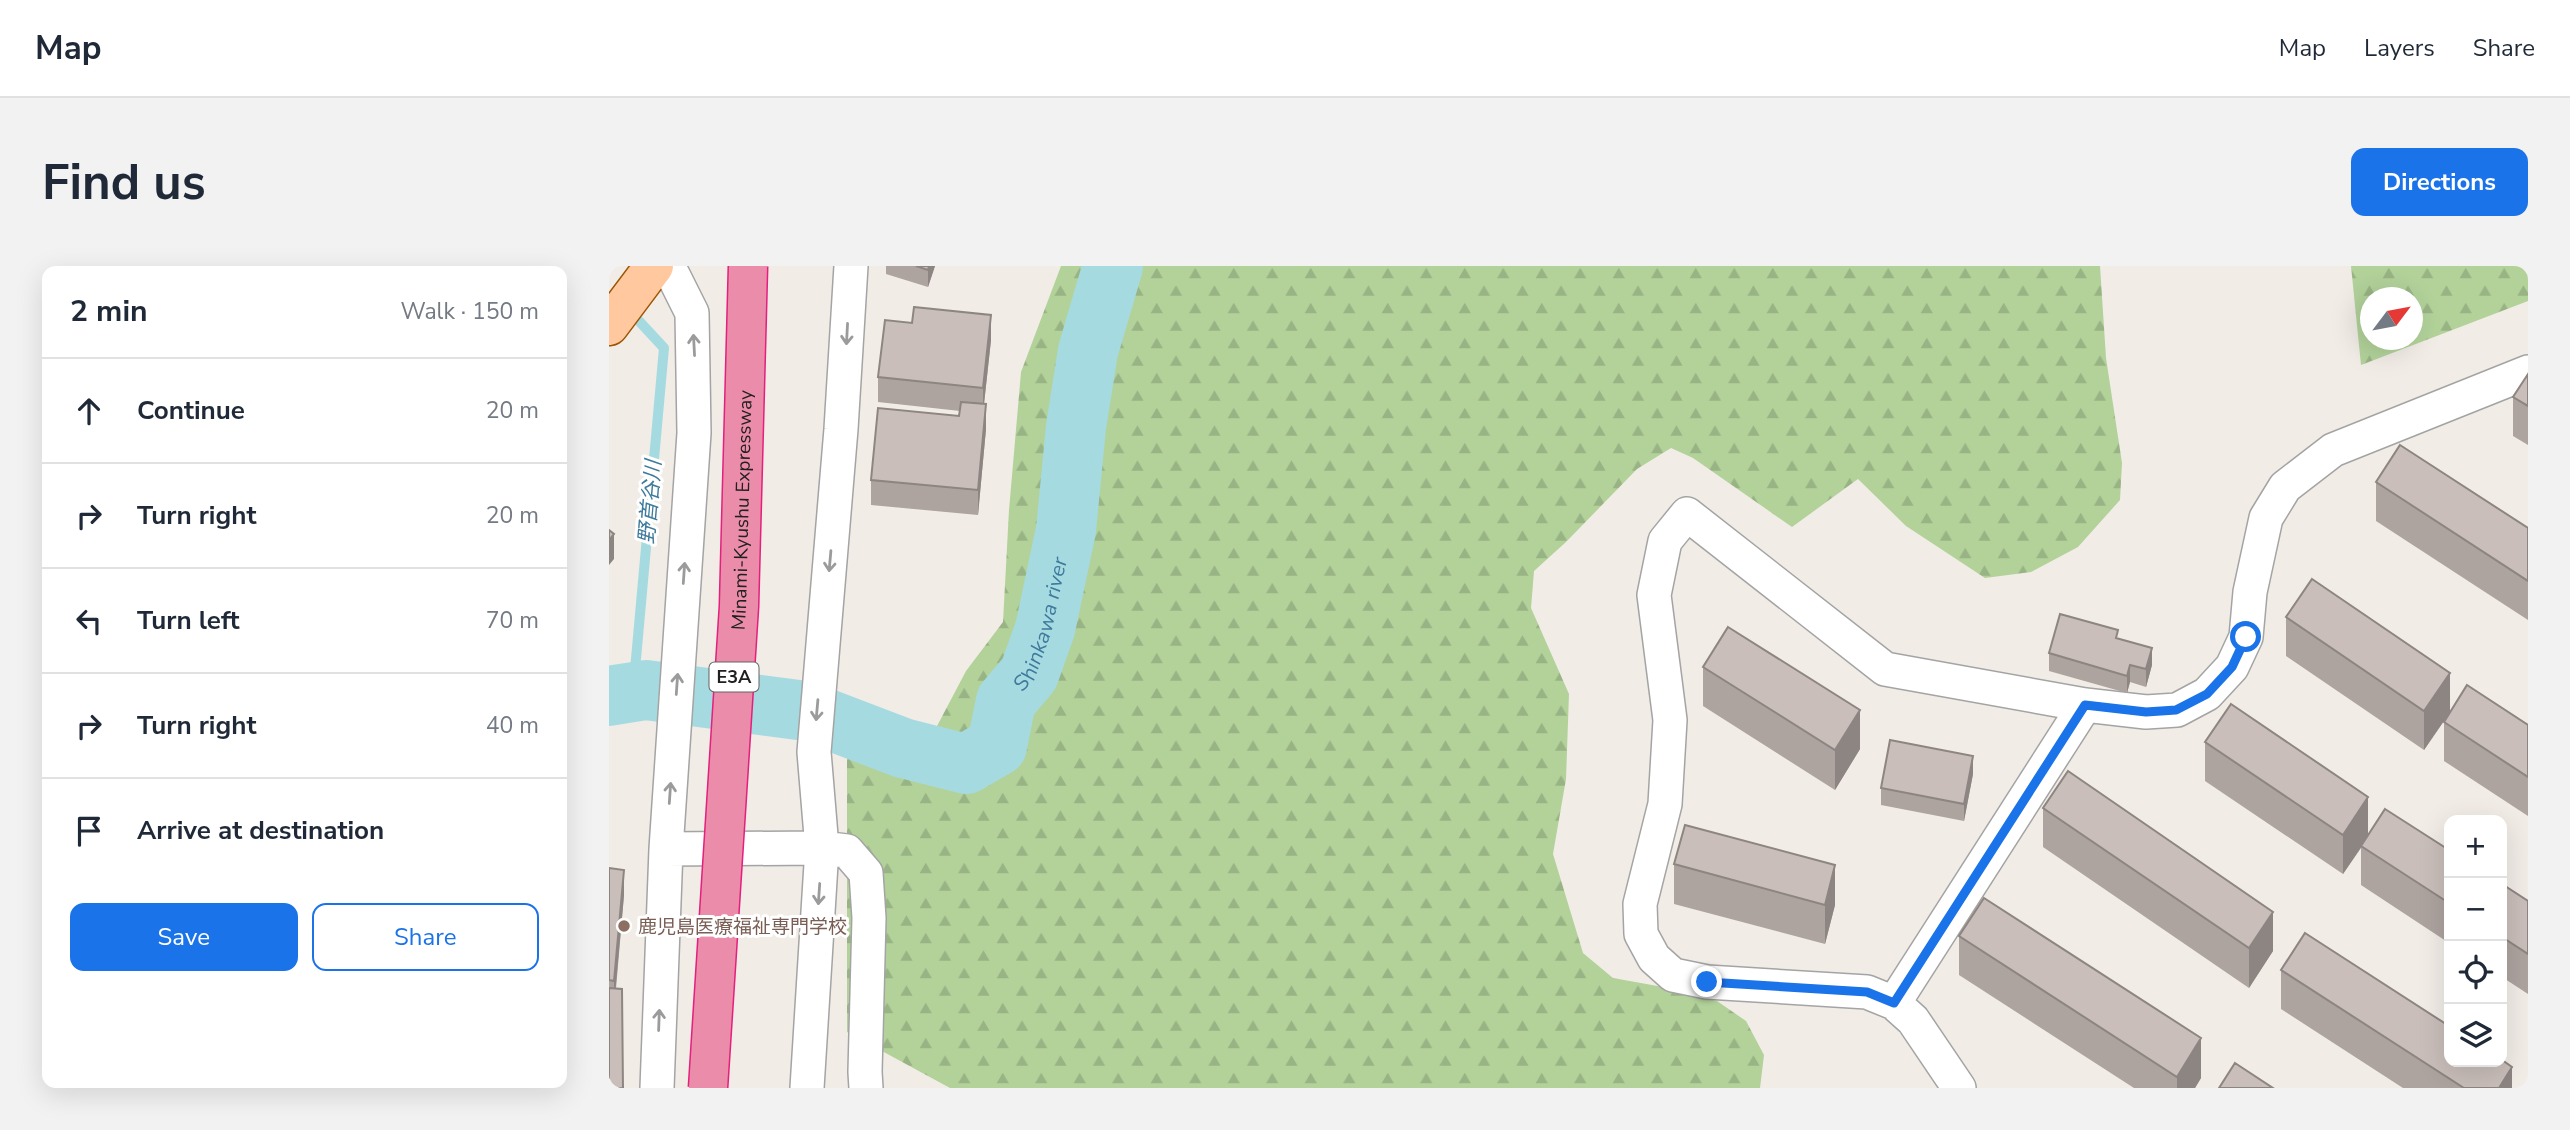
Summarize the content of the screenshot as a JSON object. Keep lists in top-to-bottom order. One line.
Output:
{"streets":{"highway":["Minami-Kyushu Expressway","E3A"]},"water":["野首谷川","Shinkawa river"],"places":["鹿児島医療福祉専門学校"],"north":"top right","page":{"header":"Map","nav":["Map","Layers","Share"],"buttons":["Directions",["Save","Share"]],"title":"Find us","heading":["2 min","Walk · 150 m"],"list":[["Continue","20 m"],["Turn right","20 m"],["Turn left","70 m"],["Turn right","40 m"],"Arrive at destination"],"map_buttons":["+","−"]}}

==========

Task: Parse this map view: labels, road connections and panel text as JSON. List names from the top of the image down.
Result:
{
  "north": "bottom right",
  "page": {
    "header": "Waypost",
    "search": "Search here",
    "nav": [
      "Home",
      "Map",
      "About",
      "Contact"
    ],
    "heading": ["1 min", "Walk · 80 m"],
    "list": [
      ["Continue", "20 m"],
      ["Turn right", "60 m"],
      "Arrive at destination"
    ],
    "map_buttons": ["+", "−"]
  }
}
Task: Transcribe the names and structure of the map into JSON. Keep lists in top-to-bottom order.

==========

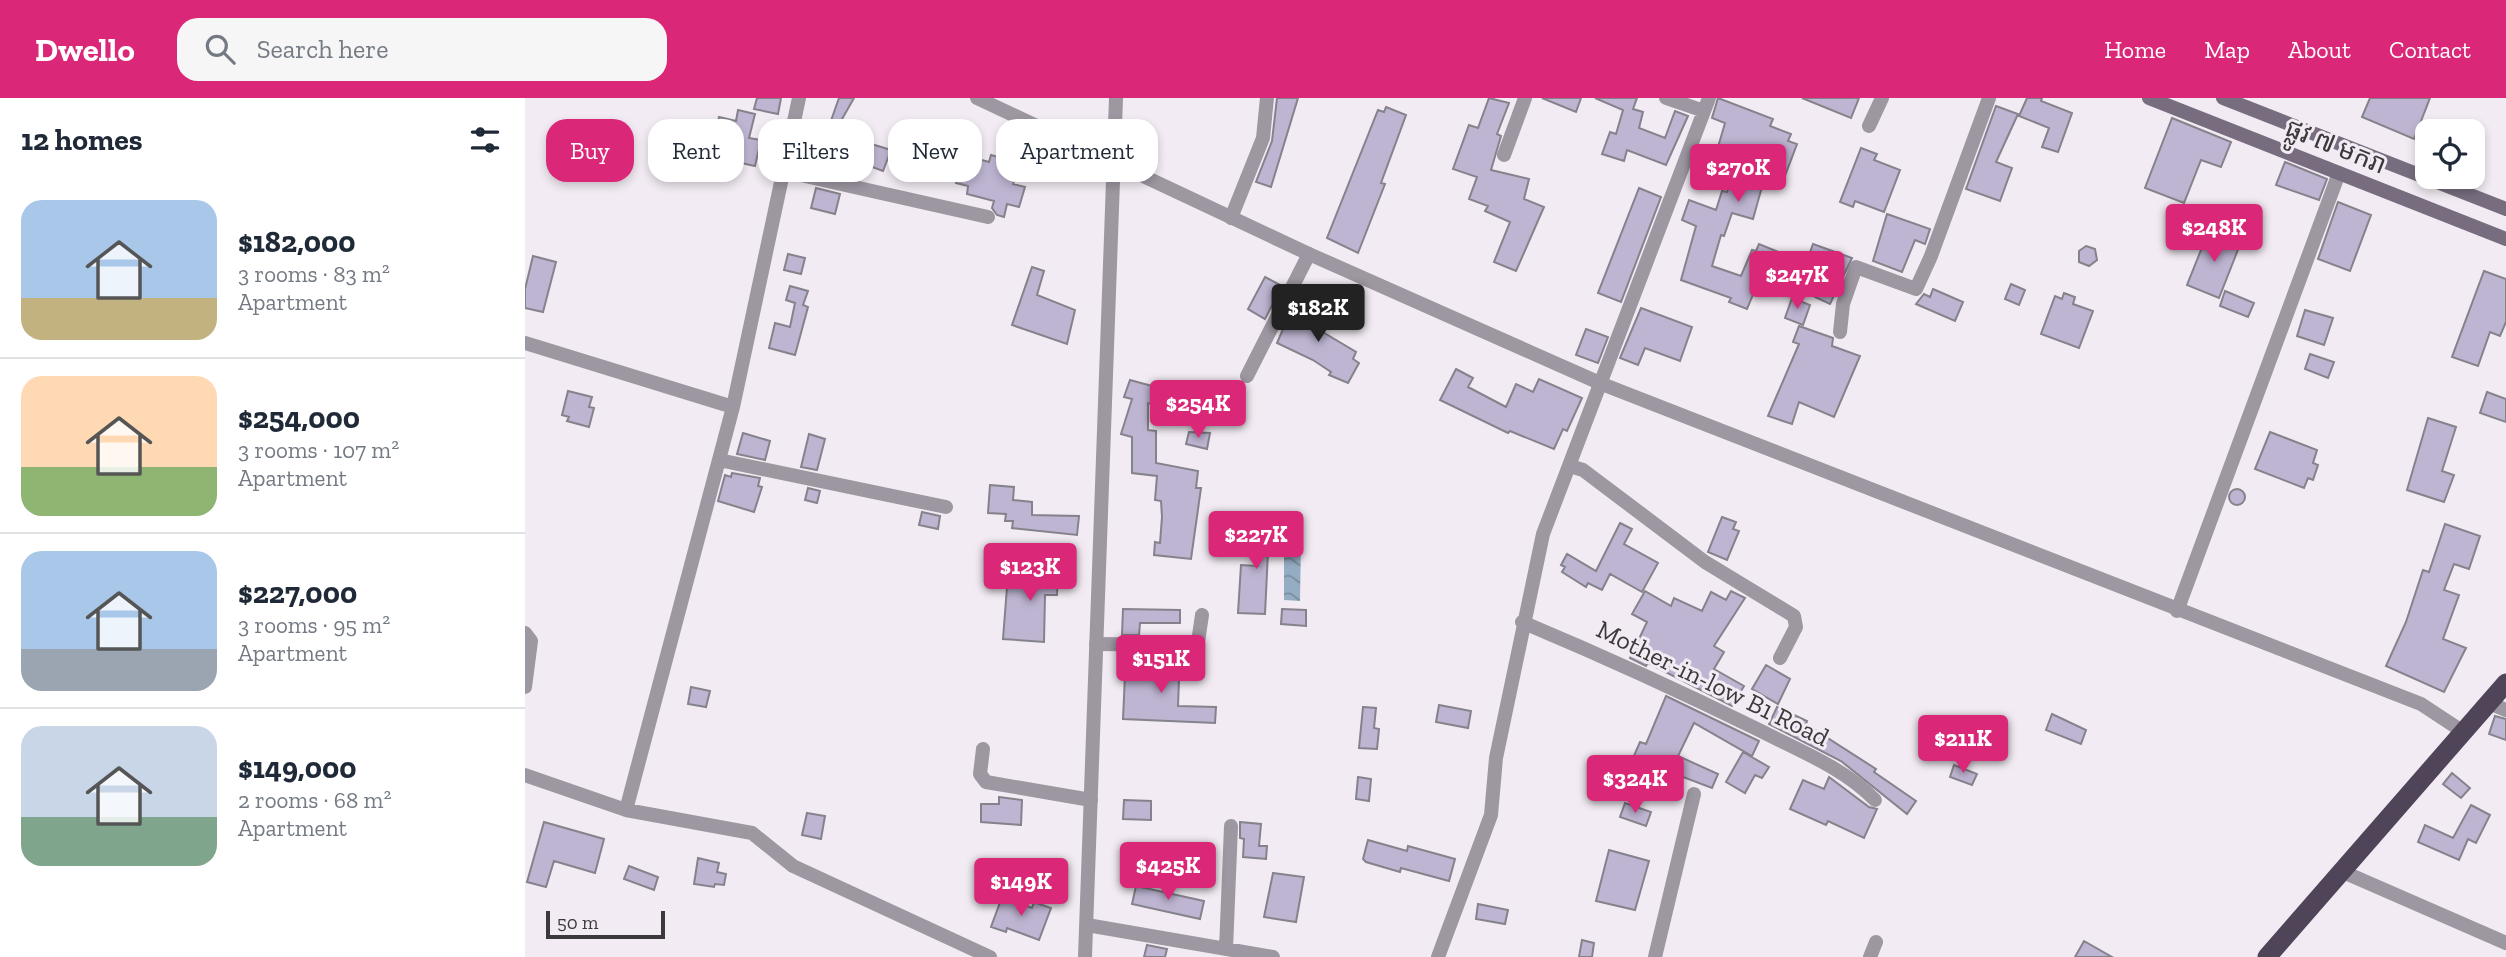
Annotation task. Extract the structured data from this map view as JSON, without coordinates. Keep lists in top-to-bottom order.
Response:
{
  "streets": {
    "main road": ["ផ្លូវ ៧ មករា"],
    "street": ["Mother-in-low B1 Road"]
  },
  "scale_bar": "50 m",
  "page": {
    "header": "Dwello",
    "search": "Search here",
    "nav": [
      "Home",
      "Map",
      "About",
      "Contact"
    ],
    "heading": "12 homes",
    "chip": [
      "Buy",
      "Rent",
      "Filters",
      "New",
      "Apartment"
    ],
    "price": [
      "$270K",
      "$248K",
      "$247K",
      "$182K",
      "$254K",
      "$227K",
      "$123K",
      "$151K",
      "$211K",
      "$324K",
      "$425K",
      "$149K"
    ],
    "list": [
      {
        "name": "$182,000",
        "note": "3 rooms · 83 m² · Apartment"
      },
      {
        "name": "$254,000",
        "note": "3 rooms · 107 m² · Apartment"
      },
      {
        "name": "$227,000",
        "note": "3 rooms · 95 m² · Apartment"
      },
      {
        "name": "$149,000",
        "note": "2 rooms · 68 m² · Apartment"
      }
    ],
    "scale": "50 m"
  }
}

==========

* [EXERCISE INSTRUCTIONS] The word "from" is the filter: copy every line of the listing above that contains it.

* [TASK RESPONSE]
Task: Parse this map view: labels, road connections and panel text as JSON. List names from the top of the image down.
Annotation task. Extract the structured data from this map view as JSON, without coordinates. Keep lists in top-to-bottom order.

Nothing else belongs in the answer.